* EXERCISE INPUTS
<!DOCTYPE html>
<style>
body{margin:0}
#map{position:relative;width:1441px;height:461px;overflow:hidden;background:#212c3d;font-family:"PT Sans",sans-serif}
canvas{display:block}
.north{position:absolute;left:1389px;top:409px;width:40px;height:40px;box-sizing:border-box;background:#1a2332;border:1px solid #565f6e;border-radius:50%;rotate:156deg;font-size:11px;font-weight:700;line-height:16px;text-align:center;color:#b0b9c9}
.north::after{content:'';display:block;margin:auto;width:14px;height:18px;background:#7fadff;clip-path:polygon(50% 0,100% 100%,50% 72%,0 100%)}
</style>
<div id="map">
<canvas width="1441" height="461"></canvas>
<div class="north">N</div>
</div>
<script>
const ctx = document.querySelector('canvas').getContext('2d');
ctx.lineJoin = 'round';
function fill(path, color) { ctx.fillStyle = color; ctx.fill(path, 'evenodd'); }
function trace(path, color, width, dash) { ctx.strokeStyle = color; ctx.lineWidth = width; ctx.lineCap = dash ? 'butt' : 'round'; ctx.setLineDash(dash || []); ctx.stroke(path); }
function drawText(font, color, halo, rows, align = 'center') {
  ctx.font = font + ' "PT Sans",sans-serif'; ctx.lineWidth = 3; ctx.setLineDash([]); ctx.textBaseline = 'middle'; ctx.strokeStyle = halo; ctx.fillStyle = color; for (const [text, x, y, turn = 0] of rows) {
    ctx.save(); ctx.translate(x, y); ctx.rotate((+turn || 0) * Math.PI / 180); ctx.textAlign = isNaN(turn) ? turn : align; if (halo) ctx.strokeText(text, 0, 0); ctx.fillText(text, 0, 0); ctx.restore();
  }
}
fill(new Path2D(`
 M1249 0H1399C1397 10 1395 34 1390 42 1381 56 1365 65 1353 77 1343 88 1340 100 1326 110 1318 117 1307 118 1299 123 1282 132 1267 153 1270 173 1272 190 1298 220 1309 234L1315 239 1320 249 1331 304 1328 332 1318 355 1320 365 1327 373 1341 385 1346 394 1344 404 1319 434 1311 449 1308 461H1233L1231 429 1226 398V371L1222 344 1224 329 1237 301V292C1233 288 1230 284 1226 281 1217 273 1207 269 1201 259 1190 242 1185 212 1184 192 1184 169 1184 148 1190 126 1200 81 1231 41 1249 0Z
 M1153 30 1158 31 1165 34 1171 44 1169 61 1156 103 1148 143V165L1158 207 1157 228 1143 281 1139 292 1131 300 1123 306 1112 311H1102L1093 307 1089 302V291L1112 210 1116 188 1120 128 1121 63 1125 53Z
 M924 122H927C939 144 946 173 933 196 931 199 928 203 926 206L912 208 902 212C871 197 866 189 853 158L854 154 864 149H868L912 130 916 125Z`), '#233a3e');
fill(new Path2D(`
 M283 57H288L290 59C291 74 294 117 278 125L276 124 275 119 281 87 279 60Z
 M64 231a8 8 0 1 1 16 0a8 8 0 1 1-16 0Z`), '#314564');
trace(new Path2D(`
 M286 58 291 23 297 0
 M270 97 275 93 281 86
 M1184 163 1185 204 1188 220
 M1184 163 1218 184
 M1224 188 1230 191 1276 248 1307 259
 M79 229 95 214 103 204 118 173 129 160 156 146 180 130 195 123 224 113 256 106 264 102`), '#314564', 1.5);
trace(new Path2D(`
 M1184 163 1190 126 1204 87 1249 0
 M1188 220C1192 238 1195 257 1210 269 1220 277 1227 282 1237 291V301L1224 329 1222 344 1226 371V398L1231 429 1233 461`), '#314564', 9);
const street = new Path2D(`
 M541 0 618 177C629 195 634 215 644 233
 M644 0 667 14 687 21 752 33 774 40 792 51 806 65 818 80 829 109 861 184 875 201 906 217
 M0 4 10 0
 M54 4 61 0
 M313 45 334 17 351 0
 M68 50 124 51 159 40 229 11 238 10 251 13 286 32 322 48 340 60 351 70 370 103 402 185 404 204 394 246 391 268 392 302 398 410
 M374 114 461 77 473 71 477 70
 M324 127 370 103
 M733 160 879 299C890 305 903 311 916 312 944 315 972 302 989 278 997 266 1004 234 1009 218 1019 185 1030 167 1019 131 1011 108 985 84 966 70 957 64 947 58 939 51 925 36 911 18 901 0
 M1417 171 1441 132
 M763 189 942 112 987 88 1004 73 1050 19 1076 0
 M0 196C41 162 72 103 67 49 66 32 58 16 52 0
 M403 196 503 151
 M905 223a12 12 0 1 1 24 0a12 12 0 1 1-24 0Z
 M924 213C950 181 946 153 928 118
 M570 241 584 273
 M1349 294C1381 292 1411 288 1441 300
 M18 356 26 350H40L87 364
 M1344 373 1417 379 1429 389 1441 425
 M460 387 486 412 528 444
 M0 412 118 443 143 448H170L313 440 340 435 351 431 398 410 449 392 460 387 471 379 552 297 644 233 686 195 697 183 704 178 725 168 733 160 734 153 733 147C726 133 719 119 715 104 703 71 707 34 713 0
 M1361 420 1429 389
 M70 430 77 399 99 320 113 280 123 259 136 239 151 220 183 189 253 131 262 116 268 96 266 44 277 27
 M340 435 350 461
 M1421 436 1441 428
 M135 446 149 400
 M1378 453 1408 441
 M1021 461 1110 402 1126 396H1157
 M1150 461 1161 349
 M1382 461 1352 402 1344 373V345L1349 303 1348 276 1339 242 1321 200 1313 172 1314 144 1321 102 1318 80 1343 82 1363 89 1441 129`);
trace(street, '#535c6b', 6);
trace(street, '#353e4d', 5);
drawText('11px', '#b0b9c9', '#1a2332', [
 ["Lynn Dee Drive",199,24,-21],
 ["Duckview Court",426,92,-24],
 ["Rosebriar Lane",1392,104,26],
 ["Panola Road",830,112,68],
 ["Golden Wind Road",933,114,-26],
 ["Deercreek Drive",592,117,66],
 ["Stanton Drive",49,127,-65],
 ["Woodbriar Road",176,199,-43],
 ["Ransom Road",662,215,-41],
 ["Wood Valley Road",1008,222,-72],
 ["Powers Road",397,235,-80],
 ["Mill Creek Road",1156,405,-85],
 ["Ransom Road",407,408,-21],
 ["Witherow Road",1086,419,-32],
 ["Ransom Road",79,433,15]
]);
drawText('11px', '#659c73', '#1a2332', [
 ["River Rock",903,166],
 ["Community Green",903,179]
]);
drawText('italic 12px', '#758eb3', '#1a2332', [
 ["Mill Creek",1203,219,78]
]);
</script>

* WHAT YOU SHOULD DO
If the word "lineWidth" is on a line above, return that line.

* THE ANSWER
function trace(path, color, width, dash) { ctx.strokeStyle = color; ctx.lineWidth = width; ctx.lineCap = dash ? 'butt' : 'round'; ctx.setLineDash(dash || []); ctx.stroke(path); }
  ctx.font = font + ' "PT Sans",sans-serif'; ctx.lineWidth = 3; ctx.setLineDash([]); ctx.textBaseline = 'middle'; ctx.strokeStyle = halo; ctx.fillStyle = color; for (const [text, x, y, turn = 0] of rows) {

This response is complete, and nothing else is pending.